Insgesamt ist in Deutschland im Vergleich zu den frühen 2000er Jahren die Sorge um den sozialen Abstieg aufgrund der verringerten Arbeitslosigkeit jüngst zwar etwas zurückgegangen, besonders bei der mittleren Mittelschicht und der Oberschicht, erfasst aber heute immer noch mehr als vierzig Prozent der Bevölkerung, bei den ungelernten Arbeitern fast fünfzig Prozent, so der Soziologe Holger Lengfeld (»Uns geht es deutlich besser«, Interview mit Zeit Online 2016).
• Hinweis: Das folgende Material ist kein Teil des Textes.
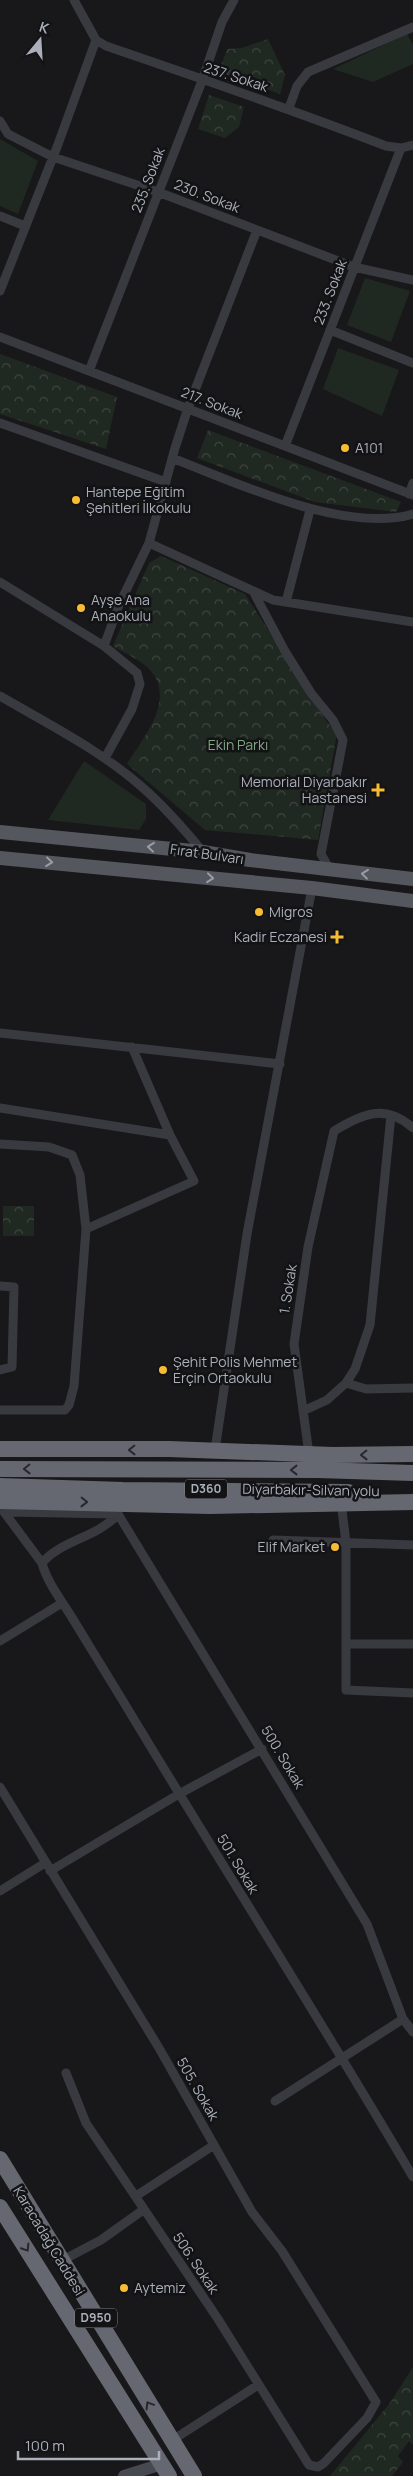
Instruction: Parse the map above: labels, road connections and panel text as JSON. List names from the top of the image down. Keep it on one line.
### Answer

Für die unteren Mittelschichten ist allerdings die Furcht vor Arbeitslosigkeit oder gar »Hartz« weitaus gravierender als für die untersten beruflichen Schichten. Dort hat man sich mit der Erfahrung, dass man mal arbeitslos wird und dann möglicherweise nur Sozialhilfe/Hartz IV erhält, grundsätzlich arrangiert, sie gehört inzwischen zu den »normalen« Entwicklungen. Aber für jene Angehörigen der Mittelschicht, denen diese Erfahrung droht oder gar widerfährt, ist das traumatisch, weil man damit keine Erfahrung und auch in seinem Umfeld keine Vergleichsfälle hat.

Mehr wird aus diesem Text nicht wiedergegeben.